There is a fundamental disjoint between theoretical measures of information leakages and their applications in practice. This issue is addressed in the second part of this dissertation by proposing a data-driven framework for learning Censored and Fair Universal Representations (CFUR) of data. This framework is formulated as a constrained minimax optimization of the expected $\alpha$-loss where the constraint ensures a measure of the usefulness of the representation. The performance of the CFUR framework with $\alpha=1$ is evaluated on publicly accessible data sets; it is shown that multiple sensitive features can be effectively censored to achieve group fairness via demographic parity while ensuring accuracy for several \textit{a priori} unknown downstream tasks.

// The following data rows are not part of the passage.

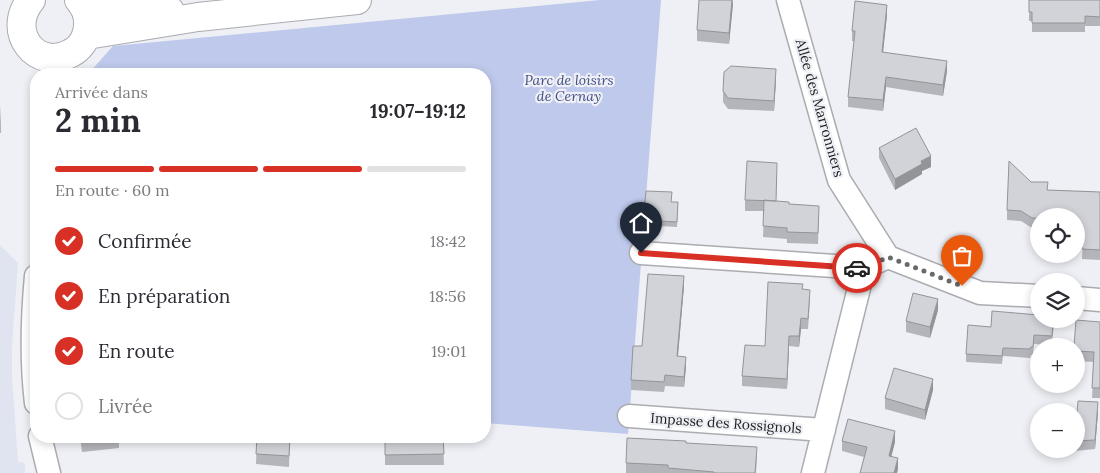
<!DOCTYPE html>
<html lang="fr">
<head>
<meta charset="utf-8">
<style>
  body { margin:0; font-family:Lora,serif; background:#f2f2f3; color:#2b2b33; height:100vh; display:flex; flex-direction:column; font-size:19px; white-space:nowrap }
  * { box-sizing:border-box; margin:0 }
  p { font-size:16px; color:#7c7c81 }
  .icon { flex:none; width:28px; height:28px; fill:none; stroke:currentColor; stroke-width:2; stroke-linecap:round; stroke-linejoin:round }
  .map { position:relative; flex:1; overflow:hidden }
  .side { position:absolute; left:30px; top:68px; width:461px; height:375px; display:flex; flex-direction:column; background:#fff; border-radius:20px; box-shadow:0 2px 8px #0003 }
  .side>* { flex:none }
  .tools { position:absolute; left:1030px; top:208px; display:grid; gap:10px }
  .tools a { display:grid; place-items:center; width:55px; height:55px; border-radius:50%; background:#fff; box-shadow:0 2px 8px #0003; font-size:25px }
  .pin { position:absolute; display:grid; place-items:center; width:42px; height:42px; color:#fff; margin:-51px -21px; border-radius:50% 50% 50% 0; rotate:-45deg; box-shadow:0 0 5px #0007 }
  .pin .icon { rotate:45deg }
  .courier { position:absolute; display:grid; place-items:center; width:50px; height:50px; margin:-25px; border:4px solid #d93025; border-radius:50%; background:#fff; color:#222; box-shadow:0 1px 6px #0007 }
  .head em { font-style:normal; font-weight:700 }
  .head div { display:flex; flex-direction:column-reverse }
  .head { display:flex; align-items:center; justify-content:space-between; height:85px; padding:0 25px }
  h1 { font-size:32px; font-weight:700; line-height:38px }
  .bar { display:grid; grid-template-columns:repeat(4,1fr); gap:8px 5px; align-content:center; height:60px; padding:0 25px }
  .bar i { height:6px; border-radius:4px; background:#e1e1e2 }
  .bar .active { background:#d93025 }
  .bar p { grid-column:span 4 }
  ol { padding:0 25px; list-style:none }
  li { display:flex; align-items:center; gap:15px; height:55px }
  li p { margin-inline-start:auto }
  li .icon { padding:5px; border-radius:50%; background:#d93025; color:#fff; stroke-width:4 }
  li:last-child { color:#7c7c81 }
  li i { width:28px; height:28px; border:2px solid #e1e1e2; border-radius:50% }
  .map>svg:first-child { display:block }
  .built { fill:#e0e4f0 }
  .green { fill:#bfc9ec }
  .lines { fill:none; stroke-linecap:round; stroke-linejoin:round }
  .minor-casing { stroke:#aaacb0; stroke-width:25 }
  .tertiary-casing { stroke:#aaacb0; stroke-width:30 }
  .minor { stroke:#fff; stroke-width:22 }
  .tertiary { stroke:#fff; stroke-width:28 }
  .wall { fill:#b4b5ba }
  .shaded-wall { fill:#929497 }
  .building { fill:#d1d3d8; stroke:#929497 }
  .done { stroke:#67696b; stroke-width:5; stroke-dasharray:0 9 }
  .route { stroke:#d93025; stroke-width:6 }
  .labels { text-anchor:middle; stroke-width:4.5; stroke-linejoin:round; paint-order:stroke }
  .park-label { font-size:14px; font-style:italic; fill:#424e86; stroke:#eef0f5 }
  .street-label { font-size:14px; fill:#1f2021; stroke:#eef0f5 }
</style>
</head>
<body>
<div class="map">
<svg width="1100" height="473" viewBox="0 0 1100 473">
  <rect width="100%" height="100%" fill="#eef0f5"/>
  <!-- built -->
  <path class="built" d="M0 245 18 263 12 346V377L18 462 25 463V473H0Z"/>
  <!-- green -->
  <path class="green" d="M600 0H661L628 434 485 423V74H88L113 46Z"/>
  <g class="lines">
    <!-- minor casing -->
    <g class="minor-casing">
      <path id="minor" d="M788 0 839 180 888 257 980 293 1039 296
        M641 253 864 268
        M36 276C32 319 31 361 36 403
        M1076 298 1100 300
        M629 416 824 430
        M40 436 49 473
        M813 473 864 268 888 257"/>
    </g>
    <!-- tertiary casing -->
    <g class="tertiary-casing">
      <path id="tertiary" d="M31 0C5 32 37 72 71 53 79 49 85 41 87 32 90 20 87 9 79 0
        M86 10C112 8 144 6 170 11
        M87 35 198 17 357 0"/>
    </g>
    <!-- minor -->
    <use href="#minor" class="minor"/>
    <!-- tertiary -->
    <use href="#tertiary" class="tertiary"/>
  </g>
  <!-- wall -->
  <path class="wall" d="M733 0 729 44 697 41V30Z
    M1029 0H1100V26H1085V32H1032V21H1029Z
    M887 15 883 52 947 71 943 96 886 87 883 111 848 107V97L854 41H852V31Z
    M776 80 774 111 728 109 723 102V91Z
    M0 105 1 123V133H0Z
    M879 148 931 167 922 171V174L895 190 879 158Z
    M777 173 776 201 789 204 819 216 818 244 787 243V239L763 237 764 211H745V200Z
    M1031 182 1048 190 1100 192V260L1082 259 1083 242H1076V216H1039V229L1032 228 1021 221 1007 220V210Z
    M671 202H678L677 227 643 225V220Z
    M684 286 678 356 686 367 684 387 665 386 664 392 631 390V380L642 346Z
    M803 289 810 300 808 329H801L799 347 789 346 787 389 742 386V376L765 346Z
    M938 310 930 338 906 332V321Z
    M1100 322V398H1092L1094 362 1076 361V346Z
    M1054 324 1052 345 1034 344 1033 355H1031L1030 358 1003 356 1002 364 966 362V354L991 327Z
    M933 390 925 420 885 409V398Z
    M1098 412 1095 449 1075 451V449H1076V425Z
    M80 436H119V448L82 452Z
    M150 436H172V438L150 439Z
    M257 436H290L289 467 256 464Z
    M385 436H443L444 465H385Z
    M842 441 895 442 891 456 898 469 897 473H860L864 457 842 451Z
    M686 443 757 457 756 473H626V463Z"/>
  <!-- shaded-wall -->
  <path class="shaded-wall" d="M732 0 733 5 729 44V33Z
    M887 5V15L882 62V52Z
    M947 61V71L943 96V85Z
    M776 69V80L774 111V101Z
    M886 77V87L883 111V100Z
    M931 156V167L922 171V174L895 190V179L921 161Z
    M684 276V286L677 366V356Z
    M938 299V310L930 338V327Z
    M801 318V329L799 347V336Z
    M789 336V346L787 389V379Z
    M686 357V367L684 387V377Z
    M933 379V390L925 420V410Z
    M1098 402V412L1095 449V440Z
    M895 431V442L889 466V456Z
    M898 458V469L897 473H894Z"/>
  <!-- building -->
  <path class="building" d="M699 0H732L729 33 697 30Z
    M1029 0H1100V17L1085 16V23H1032V12H1029Z
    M855 1 887 5 882 52 947 61 943 85 886 77 883 100 848 97 855 31H852Z
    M731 66 776 69 774 101 728 98 723 91 724 72Z
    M916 128 931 156 921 161 922 164 895 179 879 148Z
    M747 161 777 163 776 201 745 200Z
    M1009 161 1031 182H1048L1047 190 1100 192V250L1082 249 1083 232H1076V216H1039V218H1032L1021 211 1007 210Z
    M646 191 672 192 671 202H678L677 222 643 220Z
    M764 200 789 202V204L819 206 818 233 787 232V228L763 226Z
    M648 274 684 276 677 356 686 357 684 377 665 375 664 382 631 380 633 346H642Z
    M768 282 803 284 802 289 810 290 808 319 801 318 799 336H789L787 379 742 376 745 345 765 346Z
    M913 293 938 299 930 327 906 321Z
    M992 311 1039 315V319H1053L1052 336 1034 335 1033 347H1031L1030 349 1003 348 1002 356 966 354 968 325 991 327Z
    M1076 320 1100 322V388H1092L1094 352 1076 351V346H1074Z
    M894 368 933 379 925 410 885 398Z
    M1078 401 1098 402 1095 440 1076 441V425Z
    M848 419 895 431 889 456 898 458 894 473H860L867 447 842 441Z
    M81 436H119V437L82 442Z
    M257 436H290L289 456 256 454Z
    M385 436H443L444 454 385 455Z
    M627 438 686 441V443L757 447 755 473H714V472L668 468V465L626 463Z"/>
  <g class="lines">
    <!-- done -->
    <path class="done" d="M857 268H864L888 257 962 286"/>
    <!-- route -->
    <path class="route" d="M641 253 857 268"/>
  </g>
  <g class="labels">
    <!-- park labels -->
    <g class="park-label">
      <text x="569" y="85">Parc de loisirs<tspan x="569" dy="16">de Cernay</tspan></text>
    </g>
    <!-- street labels -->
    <g class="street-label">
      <text transform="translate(820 108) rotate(74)" y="5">Allée des Marronniers</text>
      <text transform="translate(726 423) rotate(4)" y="5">Impasse des Rossignols</text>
    </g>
  </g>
</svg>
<div class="tools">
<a><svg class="icon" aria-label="locate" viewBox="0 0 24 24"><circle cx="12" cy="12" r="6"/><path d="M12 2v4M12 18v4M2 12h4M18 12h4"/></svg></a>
<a><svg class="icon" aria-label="layers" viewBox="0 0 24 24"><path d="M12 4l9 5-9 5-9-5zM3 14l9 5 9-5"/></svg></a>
<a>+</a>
<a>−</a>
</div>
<div class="pin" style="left:962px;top:286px;background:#ea580c"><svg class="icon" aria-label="bag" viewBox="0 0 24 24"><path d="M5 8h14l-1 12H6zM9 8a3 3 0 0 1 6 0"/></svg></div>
<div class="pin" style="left:641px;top:253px;background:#1f2937"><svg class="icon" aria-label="home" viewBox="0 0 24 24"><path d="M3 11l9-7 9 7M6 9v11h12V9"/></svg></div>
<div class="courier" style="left:857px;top:268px"><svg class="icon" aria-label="car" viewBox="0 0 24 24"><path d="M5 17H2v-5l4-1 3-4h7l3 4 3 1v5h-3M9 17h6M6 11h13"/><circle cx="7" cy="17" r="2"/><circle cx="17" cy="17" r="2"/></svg></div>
<section class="side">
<div class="head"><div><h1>2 min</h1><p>Arrivée dans</p></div><em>19:07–19:12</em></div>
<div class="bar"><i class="active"></i><i class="active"></i><i class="active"></i><i></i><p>En route · 60 m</p></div>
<ol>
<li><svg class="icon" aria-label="check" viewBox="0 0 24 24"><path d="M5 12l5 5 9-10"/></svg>Confirmée<p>18:42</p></li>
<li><svg class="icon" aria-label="check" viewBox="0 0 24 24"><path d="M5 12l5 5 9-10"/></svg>En préparation<p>18:56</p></li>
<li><svg class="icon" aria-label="check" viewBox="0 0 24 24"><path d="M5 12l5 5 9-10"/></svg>En route<p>19:01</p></li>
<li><i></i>Livrée</li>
</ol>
</section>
</div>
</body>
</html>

Finally, focusing on worst-case measures, novel information-theoretic tools are used to refine the existing relationship between two such measures, $(\epsilon,\delta)$-DP and R\'enyi-DP. Applying these tools to the moments accountant framework, one can track the privacy guarantee achieved by adding Gaussian noise to Stochastic Gradient Descent (SGD) algorithms. Relative to state-of-the-art, for the same privacy budget, this method allows about 100 more SGD rounds for training deep learning models.